Sunday, June 1

BI eclipsed by another technology

After reading an article on BI 2.0 thoughts came to mind that Business Intelligence has essentially become a fancy way to do organizational reporting. Nothing more. BI is simply -- reporting.

Don't confuse my simplification of BI with lack of value. BI can provide value when implemented correctly. However if you consider at a basic level, reporting displays information -- whether it's from one or more sources.

Now if I parking lot the "methods" used to bring information to the forefront (i.e. ETL) and focus on the ways customers use the results, I can consolidate this down to:
  • reports (including prompted, charts and KPI reports)
  • OLAP/cubes
I would even strongly challenge that OLAP is simply a navigable report (the answers are fixed and finite). So on the visualization side, the vendors and tools are essentially reporting tools with more features than say, 10 years ago.

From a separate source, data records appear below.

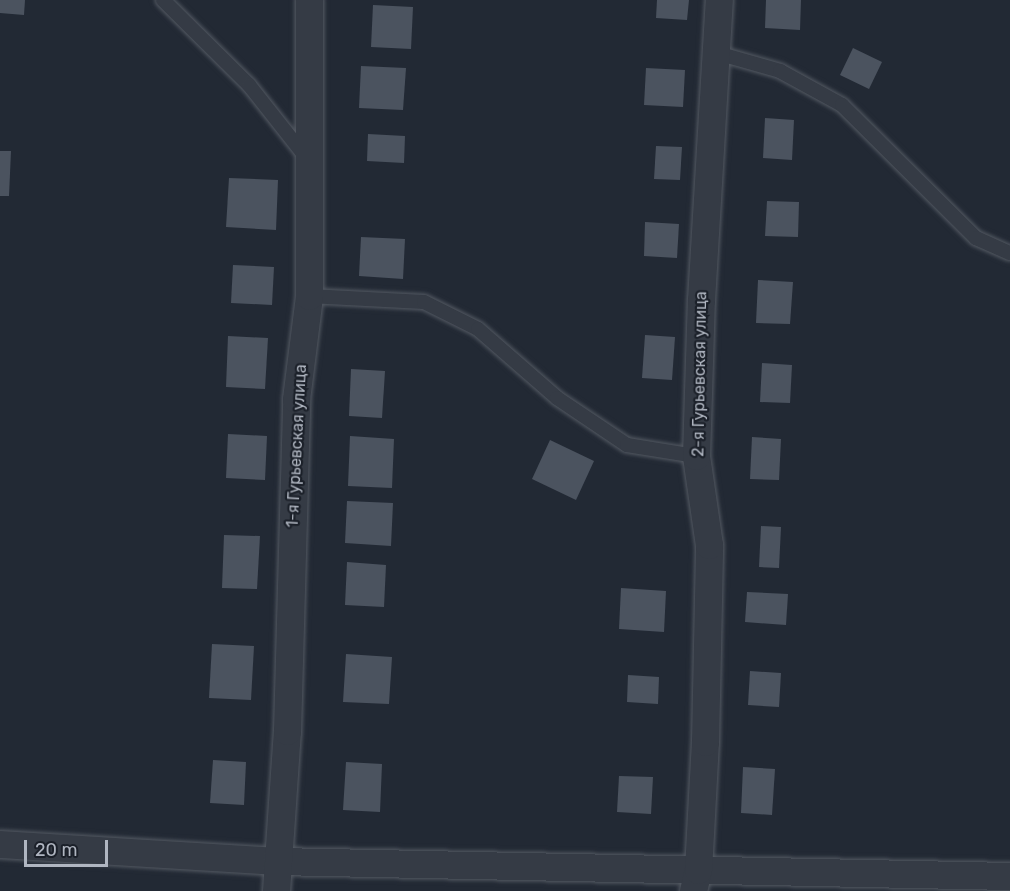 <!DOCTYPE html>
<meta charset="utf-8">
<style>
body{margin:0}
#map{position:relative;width:1010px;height:891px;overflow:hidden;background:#222934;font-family:Rubik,sans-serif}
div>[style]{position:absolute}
.building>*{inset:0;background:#4b535f}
.roads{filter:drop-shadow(0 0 2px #535962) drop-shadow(0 0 2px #535962)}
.service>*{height:14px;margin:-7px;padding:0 7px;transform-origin:7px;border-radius:7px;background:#353b45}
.minor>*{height:27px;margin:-13.5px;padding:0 13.5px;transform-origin:13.5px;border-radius:13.5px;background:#353b45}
span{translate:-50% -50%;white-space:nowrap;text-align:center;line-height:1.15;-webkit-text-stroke:4.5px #1b2029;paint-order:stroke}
.street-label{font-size:16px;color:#b0b6c1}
.scale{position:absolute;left:24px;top:840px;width:84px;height:27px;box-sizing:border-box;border:3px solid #b0b6c1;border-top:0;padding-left:8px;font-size:18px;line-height:21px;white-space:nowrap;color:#b0b6c1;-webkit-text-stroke:4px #1b2029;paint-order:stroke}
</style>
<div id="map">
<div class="building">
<div style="clip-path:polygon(0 0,25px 0,24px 15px,0 13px)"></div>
<div style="clip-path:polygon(657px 0,689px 0,687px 20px,656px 18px)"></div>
<div style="clip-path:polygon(766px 0,801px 0,800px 30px,765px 28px)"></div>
<div style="clip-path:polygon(373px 5px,413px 7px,411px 49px,371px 47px)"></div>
<div style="clip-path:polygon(853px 48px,882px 62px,869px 89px,840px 75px)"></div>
<div style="clip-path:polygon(361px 66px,406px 68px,403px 110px,359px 108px)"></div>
<div style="clip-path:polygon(646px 68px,685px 70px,683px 107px,644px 105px)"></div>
<div style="clip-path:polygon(765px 118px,794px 120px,792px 160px,763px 158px)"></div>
<div style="clip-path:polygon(368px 134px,405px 136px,404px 163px,367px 161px)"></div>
<div style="clip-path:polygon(656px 146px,682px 147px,680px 180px,654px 179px)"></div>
<div style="clip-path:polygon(0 151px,11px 151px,9px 196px,0 196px)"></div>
<div style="clip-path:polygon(229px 178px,278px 180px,276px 230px,226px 227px)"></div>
<div style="clip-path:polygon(767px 201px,799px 202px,798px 237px,765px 236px)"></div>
<div style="clip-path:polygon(645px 222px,679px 224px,677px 258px,644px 256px)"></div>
<div style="clip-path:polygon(361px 237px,405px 239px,403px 279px,359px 276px)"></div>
<div style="clip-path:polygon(233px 265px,274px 267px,272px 305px,231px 303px)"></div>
<div style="clip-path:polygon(758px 280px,793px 282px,790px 324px,756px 323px)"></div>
<div style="clip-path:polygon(645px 335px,675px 337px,672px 380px,642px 378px)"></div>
<div style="clip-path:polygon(228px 336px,268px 338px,265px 389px,226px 387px)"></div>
<div style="clip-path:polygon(762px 363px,792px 365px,790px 403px,760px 402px)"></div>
<div style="clip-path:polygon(351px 369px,385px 371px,382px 418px,349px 416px)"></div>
<div style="clip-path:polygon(228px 434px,267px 436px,265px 480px,226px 478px)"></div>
<div style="clip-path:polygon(350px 436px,394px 439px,392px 488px,348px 486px)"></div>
<div style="clip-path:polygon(752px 437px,781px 439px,779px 480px,750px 479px)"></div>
<div style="clip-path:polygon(550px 440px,594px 461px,576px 500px,532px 479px)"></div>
<div style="clip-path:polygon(347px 501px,393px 503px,391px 546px,345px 543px)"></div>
<div style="clip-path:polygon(761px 526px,781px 527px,779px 568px,759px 567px)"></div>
<div style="clip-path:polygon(224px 535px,260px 536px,257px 589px,222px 588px)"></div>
<div style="clip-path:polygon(347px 562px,386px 565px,384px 607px,345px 605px)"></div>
<div style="clip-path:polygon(621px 588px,666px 591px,664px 632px,619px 629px)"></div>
<div style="clip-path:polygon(747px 592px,788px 594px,786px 625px,745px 622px)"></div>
<div style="clip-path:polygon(212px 644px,254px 646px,251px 700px,209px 698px)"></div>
<div style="clip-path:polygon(346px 654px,392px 657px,389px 704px,343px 702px)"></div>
<div style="clip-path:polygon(750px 671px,781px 673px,779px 707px,748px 705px)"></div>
<div style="clip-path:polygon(628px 675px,659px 677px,658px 704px,627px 702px)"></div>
<div style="clip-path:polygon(213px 760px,246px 762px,244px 805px,210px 803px)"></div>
<div style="clip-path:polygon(346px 762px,382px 764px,380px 812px,343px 810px)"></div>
<div style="clip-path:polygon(743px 767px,775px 769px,772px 815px,741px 813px)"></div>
<div style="clip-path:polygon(619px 776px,653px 777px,651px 814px,617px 812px)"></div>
</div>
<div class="roads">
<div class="service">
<div style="left:163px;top:0;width:121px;rotate:44.7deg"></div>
<div style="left:249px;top:85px;width:90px;rotate:51.7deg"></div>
<div style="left:717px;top:53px;width:66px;rotate:15.9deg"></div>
<div style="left:780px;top:71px;width:71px;rotate:28.7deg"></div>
<div style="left:842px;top:105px;width:189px;rotate:44.8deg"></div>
<div style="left:976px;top:238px;width:37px;rotate:24deg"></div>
<div style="left:309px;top:296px;width:115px;rotate:3deg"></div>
<div style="left:424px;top:302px;width:60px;rotate:26.6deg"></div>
<div style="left:478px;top:329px;width:105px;rotate:41.1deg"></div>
<div style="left:557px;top:398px;width:84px;rotate:33.9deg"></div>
<div style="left:627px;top:445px;width:70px;rotate:9.1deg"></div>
</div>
<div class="minor">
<div style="left:0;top:844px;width:277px;rotate:3.5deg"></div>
<div style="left:276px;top:861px;width:734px;rotate:1.17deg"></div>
<div style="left:276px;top:891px;width:160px;rotate:-86.1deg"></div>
<div style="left:287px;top:731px;width:332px;rotate:-88.4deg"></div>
<div style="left:296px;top:399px;width:104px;rotate:-82.8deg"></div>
<div style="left:309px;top:296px;width:296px;rotate:-90deg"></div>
<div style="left:693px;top:891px;width:22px;rotate:-77deg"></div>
<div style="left:698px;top:870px;width:128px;rotate:-86.9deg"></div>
<div style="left:705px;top:742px;width:197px;rotate:-88.8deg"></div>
<div style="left:709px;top:545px;width:90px;rotate:-98.3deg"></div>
<div style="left:696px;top:456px;width:156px;rotate:-88.2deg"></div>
<div style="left:701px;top:300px;width:301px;rotate:-86.6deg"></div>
</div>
</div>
<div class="street-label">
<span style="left:700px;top:374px;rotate:-89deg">2-я Гурьевская улица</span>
<span style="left:297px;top:446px;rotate:-87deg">1-я Гурьевская улица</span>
</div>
<div class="scale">20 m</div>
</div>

In fact, looking at it that way, the acquisitions of BO, Hyperion and Cognos make sense. The acquirers (IBM, Oracle, SAP) simply needed a suite of reporting tools for their ERP applications. Because why would Oracle want their customers using IBM Cognos or SAP BO as the reporting tool on top of Oracle Financials?

Now let's be honest about the backend, ETL. This is data warehousing and DW has had a troubled history of failures. I would guess there are recent failures too. The question to customers is how much are you willing to spend to provide a finite set of inflexible answers based on today's business?

Plus the costs to maintain a data warehouse can be tremendous. In my opinion, a DW loses value a few months after go-live. I remember doing cost/benefit analysis for a government client to determine the value of paying $1m annually to maintain their DW/BI.

There was value in the information but not enough to warrant the cost. Although it was a System Integrators dream project. They didn't want to finish until every system was in the DW. The customer had a feeling of diminishing returns but waited years to do anything about it.

So is there a better way of integrating information? Well there are many techniques that are becoming mainstream, none of which would consider DW/ETL competition. These new technologies share information in real-time or near real-time (no nightly loads or checking the error log in the morning for failed batches).

And where's the new thinking for such things as integrating with information outside of the organization. Integrating and sharing information with partners. I hope BI can become more like Google. New websites are created daily and it only takes a few days before that information can be searched. And probably mostly done through automation. How long does it take for new data and reports to be provided in your BI/DW?